Elling (2001) / Comedy-Drama

MPAA Rated: R for language and some sexual content
Running time: 89 min.

Cast: Per Christian Ellefsen, Sven Nordin, Marit Pia Jacobsen, Jorgen Langhelle
Director: Peter Naess
Screenplay: Axel Hellstenius (based on the novel, "Brodre i blodet", by Ingvar Ambjornsen)

Review published February 10, 2002

Elling is a nice little Norwegian comedy that isn't particularly profound or substantial, but is almost impossible to dislike.  It's about a mama's boy named Elling, who finally confronts having to be a man of his own when his mother passes away after taking care of him for the first 40 years of his life.  At first he can't cope at all, and his refusal to perform the simplest of daily functions lands Elling in a mental institution.  It is there he becomes friends with his roommate, Kjelle Bjarne, a much larger man with an obsession for the female form, although himself a virgin.  As an experiment, the duo are placed into a state-funded apartment to see if they can live on their own and function in outside society, and hopefully, overcome their phobias.  Life was so much simpler when Elling had a mother to take care of him, so how can he make decisions for himself when he has never had to before?

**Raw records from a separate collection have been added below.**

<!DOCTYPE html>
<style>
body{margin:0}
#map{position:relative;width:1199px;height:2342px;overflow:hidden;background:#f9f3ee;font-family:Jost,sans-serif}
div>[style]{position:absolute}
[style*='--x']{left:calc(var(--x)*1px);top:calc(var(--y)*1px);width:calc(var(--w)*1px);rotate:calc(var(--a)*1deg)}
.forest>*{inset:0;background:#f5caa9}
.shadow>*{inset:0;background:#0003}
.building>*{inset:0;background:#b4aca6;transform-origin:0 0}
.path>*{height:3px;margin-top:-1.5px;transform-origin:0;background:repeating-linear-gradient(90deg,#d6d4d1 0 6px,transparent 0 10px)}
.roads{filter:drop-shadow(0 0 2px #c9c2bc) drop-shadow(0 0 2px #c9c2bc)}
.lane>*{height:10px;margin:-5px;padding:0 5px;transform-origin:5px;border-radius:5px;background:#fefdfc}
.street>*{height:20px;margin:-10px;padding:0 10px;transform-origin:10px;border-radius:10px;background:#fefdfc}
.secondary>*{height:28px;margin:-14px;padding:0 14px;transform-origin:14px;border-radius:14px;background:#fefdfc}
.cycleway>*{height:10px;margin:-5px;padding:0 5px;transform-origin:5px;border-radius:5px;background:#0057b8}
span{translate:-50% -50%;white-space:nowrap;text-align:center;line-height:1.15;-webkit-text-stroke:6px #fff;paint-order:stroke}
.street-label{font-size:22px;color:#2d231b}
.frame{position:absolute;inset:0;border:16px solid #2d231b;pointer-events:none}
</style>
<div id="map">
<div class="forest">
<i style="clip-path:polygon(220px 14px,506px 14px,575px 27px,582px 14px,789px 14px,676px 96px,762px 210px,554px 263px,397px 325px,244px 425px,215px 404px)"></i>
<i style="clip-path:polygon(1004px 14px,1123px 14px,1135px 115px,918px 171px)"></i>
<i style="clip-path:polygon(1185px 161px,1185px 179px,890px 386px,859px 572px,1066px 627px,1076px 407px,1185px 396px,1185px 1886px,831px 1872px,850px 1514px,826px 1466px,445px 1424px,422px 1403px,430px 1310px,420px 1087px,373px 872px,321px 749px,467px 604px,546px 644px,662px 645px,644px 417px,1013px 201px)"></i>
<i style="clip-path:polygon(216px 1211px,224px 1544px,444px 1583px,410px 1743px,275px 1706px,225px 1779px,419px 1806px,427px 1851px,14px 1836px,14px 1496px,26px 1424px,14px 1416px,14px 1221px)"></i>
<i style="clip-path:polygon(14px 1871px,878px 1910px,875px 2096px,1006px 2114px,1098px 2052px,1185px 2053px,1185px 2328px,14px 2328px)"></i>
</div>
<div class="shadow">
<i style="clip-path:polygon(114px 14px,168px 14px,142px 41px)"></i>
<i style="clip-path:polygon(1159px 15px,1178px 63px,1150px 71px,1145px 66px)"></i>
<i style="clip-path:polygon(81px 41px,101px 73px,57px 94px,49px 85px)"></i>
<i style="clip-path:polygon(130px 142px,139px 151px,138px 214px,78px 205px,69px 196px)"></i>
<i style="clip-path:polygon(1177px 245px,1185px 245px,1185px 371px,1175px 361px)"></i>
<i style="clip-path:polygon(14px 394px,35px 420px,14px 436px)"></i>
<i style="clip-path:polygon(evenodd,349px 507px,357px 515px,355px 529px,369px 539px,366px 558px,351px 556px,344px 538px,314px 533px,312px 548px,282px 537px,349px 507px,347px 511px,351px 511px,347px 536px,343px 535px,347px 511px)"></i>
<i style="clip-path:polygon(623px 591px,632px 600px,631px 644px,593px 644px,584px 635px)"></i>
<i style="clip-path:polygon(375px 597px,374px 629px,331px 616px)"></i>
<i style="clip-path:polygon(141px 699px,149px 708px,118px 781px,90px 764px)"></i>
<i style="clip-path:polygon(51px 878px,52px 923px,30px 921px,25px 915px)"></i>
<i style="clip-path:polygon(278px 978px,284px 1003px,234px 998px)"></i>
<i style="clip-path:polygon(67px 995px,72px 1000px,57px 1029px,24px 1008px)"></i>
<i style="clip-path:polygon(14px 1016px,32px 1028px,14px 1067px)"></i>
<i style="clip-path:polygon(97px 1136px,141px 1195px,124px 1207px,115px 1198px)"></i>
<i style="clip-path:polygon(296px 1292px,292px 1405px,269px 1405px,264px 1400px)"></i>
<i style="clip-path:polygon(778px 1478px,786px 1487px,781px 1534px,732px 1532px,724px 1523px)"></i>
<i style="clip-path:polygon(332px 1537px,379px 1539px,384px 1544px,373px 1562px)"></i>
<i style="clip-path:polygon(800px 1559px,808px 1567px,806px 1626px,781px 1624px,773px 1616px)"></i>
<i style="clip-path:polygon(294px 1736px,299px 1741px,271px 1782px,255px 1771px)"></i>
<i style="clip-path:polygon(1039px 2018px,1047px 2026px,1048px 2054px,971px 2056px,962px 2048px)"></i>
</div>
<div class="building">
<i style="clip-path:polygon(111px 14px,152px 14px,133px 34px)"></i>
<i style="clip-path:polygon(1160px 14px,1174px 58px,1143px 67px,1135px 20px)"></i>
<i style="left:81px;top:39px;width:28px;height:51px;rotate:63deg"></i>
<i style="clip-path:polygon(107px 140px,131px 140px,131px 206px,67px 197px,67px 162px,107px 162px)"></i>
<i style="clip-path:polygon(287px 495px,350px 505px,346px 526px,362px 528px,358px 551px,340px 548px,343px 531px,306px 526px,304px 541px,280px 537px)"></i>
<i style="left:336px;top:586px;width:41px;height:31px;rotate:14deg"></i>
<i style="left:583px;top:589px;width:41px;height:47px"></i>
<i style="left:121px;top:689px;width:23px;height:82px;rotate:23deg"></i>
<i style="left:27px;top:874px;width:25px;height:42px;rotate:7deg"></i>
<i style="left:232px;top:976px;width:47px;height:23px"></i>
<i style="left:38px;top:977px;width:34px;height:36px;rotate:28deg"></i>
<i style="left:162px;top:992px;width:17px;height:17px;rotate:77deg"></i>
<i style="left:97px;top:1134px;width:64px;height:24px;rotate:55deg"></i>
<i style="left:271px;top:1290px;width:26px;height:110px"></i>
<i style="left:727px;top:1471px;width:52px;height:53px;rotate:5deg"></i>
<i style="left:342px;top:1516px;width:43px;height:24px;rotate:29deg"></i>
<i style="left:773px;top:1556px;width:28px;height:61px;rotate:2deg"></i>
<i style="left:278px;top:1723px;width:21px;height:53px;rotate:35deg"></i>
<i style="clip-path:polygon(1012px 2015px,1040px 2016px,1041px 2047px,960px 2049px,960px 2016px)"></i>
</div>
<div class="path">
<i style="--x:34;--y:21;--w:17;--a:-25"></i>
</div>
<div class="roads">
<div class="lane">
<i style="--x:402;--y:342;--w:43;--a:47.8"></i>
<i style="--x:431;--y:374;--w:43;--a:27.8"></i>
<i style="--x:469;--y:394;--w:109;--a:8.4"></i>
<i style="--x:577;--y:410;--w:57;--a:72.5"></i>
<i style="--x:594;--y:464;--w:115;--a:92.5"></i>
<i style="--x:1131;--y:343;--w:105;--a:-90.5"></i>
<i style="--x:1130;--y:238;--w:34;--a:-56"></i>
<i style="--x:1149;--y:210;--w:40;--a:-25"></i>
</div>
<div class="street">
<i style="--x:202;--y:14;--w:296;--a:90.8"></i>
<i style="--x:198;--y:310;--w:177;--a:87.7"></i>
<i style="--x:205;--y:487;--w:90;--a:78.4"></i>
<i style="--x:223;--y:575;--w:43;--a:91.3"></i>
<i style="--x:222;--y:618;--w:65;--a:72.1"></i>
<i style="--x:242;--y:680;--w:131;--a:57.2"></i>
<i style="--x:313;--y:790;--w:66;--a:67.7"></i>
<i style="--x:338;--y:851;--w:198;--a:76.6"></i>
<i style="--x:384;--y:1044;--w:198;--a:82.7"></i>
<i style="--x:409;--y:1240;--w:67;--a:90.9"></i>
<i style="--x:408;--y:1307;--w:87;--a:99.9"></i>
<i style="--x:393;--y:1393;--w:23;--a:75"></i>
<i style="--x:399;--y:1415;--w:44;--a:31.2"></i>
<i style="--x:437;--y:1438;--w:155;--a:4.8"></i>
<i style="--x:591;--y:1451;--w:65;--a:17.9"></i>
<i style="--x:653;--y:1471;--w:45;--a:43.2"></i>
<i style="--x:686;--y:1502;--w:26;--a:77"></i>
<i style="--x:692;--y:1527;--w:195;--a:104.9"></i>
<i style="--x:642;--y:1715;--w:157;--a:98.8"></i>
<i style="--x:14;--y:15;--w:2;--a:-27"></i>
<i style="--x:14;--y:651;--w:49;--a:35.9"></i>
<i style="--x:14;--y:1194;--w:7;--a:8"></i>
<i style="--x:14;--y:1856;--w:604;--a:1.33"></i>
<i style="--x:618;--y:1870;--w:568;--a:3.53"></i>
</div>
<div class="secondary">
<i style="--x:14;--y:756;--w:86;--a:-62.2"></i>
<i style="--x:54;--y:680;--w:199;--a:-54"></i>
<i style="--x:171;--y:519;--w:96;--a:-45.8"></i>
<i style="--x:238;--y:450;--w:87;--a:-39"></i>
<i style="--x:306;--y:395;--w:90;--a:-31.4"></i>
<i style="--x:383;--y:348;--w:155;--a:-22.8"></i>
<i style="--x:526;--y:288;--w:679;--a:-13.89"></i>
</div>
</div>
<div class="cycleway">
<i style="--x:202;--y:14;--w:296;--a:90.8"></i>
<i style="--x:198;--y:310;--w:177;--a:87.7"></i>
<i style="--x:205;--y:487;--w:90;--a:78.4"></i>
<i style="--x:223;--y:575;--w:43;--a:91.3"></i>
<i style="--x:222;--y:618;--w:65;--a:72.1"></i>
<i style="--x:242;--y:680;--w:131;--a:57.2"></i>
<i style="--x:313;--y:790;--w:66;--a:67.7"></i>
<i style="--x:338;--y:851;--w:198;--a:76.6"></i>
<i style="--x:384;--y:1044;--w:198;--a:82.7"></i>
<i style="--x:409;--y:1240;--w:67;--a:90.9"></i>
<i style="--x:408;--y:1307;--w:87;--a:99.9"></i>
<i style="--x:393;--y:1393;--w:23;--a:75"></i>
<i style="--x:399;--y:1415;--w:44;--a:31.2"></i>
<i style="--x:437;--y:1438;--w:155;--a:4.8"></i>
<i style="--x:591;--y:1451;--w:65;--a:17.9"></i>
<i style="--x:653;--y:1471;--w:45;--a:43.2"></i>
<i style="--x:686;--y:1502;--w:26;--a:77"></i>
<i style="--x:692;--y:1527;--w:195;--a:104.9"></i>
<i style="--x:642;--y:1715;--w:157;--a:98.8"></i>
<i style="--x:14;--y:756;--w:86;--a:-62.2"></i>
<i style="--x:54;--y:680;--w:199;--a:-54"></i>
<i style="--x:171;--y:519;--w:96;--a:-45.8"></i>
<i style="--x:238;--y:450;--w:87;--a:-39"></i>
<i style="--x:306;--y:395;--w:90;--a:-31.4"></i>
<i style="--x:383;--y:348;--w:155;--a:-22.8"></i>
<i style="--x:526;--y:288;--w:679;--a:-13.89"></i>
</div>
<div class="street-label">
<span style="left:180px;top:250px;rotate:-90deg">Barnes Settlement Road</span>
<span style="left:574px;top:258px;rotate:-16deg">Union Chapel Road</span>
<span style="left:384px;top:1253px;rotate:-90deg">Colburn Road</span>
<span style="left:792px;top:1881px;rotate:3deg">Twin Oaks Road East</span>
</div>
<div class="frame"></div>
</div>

Elling was nominated for an Academy Award for Best Foreign language film of 2001, probably because it is one of those crowd-pleasing films that is almost universally liked, much like another film nominated in the same category, Amelie.  It's a very entertaining and endearing film because we enjoy the characters immensely, played to perfection by Ellefsen and Nordin.  Ingvar Ambjornsen's novel provided the basis for the story, adapted by Axel Hellstenius with great attention to character.  The direction by Peter Naess keeps the mood light, while delivering the occasional poignant scene whenever appropriate.

The appeal is probably universal, and it's recommended to anyone who doesn't mind reading subtitles or listening to Norwegian dialect. 

-- Followed by More Elling (2003) and Elsk meg i morgen (2005).